PHP 5.6 now available, and SSL improvements

Rather shockingly, stats show that currently less than a quarter of web hosting sites run on PHP versions that haven’t been end-of-lifed by the PHP group. This means that over three-quarters are running on versions for which no bug fixes or security fixes will ever be made. This is largely the fault of web hosting companies, who aren’t being proactive in preparing, and aren’t even being reactive to end-of-life events. (When software is end-of-lifed, it doesn’t immediately stop working – but issues pile up slowly over time; hackers start to know about security problems that are found and will never be fixed, and people who make software (e.g. your WordPress plugins) stop testing their new versions on end-of-lifed software, etc.).

At Simba Hosting, we’re committed to keeping out software up to date, so that you don’t have to wrestle with or worry about any of those issues. We’re firmly in the quarter of web hosting companies who are taking responsibility for keeping your platform modern. PHP 5.5 is our current default version of PHP, and has been since before PHP 5.4 was end-of-lifed earlier this year. Now, we’re introducing PHP 5.6. Released in summer 2014, and with around 8% of WordPress websites using PHP 5.6 (which accounts for millions of websites, as WordPress powers around a quarter of all websites) it’s now well-tested and proven.

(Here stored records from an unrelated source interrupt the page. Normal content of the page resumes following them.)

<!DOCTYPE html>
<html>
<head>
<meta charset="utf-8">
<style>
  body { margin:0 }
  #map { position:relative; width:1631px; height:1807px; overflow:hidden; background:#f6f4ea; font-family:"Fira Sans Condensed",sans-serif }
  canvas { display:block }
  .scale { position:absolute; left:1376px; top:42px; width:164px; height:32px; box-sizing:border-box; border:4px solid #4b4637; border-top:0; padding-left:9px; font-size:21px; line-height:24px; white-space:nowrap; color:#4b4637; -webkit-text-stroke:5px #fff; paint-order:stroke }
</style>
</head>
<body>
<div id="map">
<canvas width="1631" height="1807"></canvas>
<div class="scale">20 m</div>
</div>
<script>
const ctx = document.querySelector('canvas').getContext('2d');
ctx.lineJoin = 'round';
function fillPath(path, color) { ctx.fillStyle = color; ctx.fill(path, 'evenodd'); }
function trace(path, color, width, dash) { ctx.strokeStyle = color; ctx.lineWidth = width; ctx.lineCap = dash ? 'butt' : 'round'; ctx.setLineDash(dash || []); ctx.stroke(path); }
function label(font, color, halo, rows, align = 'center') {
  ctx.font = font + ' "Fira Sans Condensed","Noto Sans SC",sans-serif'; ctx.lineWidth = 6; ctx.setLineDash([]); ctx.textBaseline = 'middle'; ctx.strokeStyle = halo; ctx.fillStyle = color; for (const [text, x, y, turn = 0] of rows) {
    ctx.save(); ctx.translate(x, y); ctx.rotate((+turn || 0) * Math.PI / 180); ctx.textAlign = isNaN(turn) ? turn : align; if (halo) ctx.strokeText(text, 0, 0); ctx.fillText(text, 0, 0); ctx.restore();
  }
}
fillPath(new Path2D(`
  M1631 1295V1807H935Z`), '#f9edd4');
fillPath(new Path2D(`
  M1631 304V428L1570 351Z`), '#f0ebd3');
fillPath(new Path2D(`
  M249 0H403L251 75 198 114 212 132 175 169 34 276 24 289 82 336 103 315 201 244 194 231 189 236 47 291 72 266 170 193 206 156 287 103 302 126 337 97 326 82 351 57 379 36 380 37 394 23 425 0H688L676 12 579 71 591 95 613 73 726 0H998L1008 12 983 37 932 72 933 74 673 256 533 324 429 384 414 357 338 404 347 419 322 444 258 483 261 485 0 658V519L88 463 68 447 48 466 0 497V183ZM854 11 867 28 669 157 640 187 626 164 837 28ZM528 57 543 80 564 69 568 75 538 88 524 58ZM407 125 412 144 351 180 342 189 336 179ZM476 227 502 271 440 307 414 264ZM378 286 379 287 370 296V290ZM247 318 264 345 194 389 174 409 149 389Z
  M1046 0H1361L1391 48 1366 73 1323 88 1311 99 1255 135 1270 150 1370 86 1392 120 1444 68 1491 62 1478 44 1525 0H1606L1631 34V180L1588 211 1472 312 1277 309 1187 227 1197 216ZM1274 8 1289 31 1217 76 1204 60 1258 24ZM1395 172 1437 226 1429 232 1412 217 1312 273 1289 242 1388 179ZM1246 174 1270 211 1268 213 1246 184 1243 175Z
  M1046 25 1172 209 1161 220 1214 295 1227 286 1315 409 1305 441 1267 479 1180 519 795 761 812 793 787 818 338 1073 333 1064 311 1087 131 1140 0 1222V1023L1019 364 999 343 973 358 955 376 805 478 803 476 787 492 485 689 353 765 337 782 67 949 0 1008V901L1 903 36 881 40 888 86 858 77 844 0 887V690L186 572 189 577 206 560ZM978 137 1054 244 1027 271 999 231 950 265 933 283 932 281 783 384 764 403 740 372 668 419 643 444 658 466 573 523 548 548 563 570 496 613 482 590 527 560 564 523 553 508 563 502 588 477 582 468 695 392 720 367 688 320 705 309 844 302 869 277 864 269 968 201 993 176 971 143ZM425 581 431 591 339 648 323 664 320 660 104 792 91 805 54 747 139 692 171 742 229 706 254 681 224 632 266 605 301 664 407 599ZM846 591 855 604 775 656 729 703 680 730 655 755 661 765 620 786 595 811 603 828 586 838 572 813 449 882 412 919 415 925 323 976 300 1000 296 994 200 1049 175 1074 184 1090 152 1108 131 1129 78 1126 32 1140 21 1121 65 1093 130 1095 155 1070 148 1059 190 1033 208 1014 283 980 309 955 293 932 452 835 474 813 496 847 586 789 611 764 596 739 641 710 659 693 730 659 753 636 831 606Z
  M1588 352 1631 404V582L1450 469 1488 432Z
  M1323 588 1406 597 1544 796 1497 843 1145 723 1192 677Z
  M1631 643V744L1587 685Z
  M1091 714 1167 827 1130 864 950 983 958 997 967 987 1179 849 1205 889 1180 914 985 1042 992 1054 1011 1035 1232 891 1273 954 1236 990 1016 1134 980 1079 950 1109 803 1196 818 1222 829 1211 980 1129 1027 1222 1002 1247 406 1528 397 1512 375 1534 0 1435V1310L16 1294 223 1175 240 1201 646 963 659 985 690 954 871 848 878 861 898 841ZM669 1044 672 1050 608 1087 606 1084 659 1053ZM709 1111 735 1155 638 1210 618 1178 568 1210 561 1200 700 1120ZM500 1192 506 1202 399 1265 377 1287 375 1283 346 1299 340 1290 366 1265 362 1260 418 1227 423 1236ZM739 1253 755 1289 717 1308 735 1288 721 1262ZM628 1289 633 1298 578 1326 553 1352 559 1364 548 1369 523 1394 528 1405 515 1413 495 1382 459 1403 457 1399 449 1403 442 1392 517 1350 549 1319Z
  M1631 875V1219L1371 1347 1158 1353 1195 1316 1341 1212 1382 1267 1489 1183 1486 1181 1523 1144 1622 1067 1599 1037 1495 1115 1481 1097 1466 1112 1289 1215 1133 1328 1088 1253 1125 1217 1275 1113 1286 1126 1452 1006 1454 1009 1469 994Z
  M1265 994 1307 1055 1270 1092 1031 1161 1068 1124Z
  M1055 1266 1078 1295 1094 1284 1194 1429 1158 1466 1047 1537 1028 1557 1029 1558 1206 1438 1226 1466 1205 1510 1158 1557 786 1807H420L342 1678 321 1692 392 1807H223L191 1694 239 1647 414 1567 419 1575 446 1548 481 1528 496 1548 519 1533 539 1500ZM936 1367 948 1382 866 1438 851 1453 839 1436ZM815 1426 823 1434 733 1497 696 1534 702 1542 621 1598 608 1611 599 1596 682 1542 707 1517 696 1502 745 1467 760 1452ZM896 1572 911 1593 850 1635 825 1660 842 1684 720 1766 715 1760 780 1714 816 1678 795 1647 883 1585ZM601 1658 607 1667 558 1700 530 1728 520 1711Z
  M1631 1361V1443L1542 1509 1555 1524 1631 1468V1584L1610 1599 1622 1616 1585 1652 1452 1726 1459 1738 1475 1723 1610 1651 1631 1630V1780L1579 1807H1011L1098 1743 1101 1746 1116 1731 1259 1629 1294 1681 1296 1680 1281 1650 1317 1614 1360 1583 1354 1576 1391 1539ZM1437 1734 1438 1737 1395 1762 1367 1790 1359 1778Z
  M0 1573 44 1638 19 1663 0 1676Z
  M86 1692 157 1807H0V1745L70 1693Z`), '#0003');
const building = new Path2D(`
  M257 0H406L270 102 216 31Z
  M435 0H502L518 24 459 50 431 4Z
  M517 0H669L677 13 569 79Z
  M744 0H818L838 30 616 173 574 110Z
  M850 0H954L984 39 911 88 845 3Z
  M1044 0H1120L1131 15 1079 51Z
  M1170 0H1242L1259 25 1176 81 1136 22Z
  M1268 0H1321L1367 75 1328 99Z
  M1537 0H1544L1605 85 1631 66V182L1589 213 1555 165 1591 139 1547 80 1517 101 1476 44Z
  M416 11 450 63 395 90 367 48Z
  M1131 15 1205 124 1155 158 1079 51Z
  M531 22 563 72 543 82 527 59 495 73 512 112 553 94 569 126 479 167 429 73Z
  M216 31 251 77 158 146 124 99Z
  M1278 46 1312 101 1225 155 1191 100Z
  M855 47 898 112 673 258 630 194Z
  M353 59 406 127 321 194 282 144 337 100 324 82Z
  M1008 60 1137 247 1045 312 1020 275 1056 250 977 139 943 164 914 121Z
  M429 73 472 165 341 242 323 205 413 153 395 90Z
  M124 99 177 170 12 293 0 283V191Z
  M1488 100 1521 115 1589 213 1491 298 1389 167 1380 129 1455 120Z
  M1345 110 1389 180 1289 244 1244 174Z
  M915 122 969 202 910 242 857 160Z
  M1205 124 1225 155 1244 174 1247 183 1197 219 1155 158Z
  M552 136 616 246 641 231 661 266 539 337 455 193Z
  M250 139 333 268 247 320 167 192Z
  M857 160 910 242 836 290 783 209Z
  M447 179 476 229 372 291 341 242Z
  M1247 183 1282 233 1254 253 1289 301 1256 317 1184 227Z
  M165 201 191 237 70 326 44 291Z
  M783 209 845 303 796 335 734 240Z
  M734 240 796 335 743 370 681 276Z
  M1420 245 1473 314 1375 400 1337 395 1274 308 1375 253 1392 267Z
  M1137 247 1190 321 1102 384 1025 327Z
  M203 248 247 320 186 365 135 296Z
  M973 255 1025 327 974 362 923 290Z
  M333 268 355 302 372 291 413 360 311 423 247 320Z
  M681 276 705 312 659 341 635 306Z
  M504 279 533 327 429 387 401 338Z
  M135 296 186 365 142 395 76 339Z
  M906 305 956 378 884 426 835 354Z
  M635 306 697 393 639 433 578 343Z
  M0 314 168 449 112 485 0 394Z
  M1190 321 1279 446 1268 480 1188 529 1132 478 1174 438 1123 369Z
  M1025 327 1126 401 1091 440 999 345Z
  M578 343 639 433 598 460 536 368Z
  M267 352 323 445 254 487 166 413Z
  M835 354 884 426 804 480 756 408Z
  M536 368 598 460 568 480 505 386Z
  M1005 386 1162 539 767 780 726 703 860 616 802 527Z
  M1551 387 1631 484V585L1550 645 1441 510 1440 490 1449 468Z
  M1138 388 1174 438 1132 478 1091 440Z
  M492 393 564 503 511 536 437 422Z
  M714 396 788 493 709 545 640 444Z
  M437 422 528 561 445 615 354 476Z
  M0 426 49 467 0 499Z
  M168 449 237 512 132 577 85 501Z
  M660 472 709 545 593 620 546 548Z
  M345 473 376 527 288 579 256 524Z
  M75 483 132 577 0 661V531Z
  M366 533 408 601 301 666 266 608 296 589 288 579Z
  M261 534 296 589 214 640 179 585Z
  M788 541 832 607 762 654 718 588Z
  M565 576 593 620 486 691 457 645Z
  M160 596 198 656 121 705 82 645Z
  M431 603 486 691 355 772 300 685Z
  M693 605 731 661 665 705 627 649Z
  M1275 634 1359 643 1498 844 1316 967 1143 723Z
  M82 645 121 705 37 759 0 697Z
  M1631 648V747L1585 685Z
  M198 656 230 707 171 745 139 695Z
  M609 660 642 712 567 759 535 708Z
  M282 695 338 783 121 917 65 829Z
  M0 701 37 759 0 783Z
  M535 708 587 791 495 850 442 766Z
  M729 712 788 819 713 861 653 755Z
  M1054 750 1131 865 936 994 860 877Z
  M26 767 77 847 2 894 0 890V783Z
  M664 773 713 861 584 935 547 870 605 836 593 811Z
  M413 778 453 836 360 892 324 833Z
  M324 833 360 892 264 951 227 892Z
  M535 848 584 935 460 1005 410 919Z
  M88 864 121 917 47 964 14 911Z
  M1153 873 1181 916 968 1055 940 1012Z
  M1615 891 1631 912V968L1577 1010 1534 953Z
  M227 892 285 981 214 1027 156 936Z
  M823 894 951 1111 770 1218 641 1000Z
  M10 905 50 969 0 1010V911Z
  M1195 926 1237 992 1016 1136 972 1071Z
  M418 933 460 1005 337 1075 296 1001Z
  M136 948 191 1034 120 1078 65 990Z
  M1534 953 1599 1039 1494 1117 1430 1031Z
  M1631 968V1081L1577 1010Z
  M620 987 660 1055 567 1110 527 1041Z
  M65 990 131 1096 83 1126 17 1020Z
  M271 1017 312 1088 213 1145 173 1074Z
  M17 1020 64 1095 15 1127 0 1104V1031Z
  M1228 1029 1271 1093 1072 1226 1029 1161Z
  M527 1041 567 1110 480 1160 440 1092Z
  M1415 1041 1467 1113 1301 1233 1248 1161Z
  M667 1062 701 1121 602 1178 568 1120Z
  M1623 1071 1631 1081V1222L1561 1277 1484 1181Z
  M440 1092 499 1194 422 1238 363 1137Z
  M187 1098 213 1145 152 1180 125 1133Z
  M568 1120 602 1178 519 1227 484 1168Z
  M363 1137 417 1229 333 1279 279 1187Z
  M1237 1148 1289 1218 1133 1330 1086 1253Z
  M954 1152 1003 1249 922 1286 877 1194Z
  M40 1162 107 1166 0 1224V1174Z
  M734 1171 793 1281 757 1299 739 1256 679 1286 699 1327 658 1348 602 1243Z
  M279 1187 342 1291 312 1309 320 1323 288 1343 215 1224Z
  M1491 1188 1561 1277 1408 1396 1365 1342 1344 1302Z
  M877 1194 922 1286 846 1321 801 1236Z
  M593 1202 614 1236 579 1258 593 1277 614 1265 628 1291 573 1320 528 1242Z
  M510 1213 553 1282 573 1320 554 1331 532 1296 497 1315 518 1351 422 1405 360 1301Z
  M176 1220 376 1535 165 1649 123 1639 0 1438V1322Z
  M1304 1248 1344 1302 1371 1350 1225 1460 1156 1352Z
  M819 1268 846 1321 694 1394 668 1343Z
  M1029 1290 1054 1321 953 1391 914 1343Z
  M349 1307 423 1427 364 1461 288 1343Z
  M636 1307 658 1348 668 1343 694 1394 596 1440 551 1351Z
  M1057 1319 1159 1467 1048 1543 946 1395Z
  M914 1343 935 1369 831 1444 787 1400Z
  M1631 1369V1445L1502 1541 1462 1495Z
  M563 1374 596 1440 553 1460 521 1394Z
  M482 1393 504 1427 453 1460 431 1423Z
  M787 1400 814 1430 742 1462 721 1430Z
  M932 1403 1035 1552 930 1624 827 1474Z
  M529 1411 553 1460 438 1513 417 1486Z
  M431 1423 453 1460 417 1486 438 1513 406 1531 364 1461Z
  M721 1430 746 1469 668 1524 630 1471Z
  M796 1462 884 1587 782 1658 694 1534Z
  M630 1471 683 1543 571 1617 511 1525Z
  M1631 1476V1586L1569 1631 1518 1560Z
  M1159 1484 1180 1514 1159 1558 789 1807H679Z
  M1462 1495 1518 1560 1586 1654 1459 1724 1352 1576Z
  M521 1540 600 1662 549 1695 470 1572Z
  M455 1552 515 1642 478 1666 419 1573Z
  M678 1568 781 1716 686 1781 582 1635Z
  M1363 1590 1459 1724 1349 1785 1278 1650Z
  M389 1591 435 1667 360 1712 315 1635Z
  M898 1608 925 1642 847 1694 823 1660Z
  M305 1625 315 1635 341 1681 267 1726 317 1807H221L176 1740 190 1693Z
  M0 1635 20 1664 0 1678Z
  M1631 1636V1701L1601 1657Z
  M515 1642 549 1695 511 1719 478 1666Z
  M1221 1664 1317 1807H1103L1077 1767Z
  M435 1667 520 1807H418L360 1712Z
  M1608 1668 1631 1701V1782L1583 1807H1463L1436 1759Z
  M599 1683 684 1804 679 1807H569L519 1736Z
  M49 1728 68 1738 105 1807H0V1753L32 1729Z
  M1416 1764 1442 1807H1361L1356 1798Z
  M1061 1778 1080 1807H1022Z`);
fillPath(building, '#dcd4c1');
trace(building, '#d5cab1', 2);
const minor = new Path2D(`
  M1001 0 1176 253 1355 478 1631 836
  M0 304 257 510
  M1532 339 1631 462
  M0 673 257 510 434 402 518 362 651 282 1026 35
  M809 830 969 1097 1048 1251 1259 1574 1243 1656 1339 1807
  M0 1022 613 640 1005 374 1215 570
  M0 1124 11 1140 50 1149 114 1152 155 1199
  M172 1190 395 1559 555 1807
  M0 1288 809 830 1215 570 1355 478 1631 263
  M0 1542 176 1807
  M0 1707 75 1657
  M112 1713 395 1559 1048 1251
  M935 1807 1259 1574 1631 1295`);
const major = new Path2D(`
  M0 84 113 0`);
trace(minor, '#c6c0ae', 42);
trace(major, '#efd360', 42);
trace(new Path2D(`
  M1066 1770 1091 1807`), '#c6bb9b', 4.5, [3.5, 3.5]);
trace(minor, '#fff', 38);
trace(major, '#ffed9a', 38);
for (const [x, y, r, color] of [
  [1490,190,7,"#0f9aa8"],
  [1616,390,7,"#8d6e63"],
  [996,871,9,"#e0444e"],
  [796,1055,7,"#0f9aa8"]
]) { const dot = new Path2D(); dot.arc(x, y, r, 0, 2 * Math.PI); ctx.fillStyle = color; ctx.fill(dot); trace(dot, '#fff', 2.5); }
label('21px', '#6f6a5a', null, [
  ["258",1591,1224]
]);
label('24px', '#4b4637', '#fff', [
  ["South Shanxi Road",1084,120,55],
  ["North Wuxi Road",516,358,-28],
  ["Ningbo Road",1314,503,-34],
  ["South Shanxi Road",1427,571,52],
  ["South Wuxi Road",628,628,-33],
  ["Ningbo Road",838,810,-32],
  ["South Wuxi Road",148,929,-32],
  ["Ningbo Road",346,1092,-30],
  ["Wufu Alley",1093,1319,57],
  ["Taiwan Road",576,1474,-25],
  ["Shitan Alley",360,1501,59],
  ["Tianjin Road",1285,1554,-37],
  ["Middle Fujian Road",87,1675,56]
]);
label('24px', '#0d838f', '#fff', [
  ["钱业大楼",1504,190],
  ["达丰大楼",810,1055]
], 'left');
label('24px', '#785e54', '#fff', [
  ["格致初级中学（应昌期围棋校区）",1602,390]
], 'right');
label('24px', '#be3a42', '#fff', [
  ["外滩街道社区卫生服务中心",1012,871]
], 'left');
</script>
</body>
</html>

Initially, PHP 5.6 will be the default for new sites, and sites currently running on top of PHP 5.5 will be switched over slowly and gradually, before the end-of-life of PHP 5.5 in July 2016 (currently 7 months away). You should not notice any difference, as long as your website is up-to-date (e.g. WordPress plugins and themes are current versions). If you do hit any problems, or want us to keep yours on an old PHP version for longer, then just let us know.

On a different note, the advance of technology has also begun to mean that it’s no longer necessary to have a unique IP address for your website in order to use a SSL (i.e. https) certificate. In practice, this means that SSL websites now cost less, as you now only need to buy a certificate, and not an IP address as well. Almost all websites have already been seamlessly moved over, and the practical upshot is that on your next invoice, any recurring charge for your own IP address for SSL, if you had one, will no longer be there. This is automatic – you don’t need to request it; we’re pro-actively moving websites to the new technology, and removing these charges for you.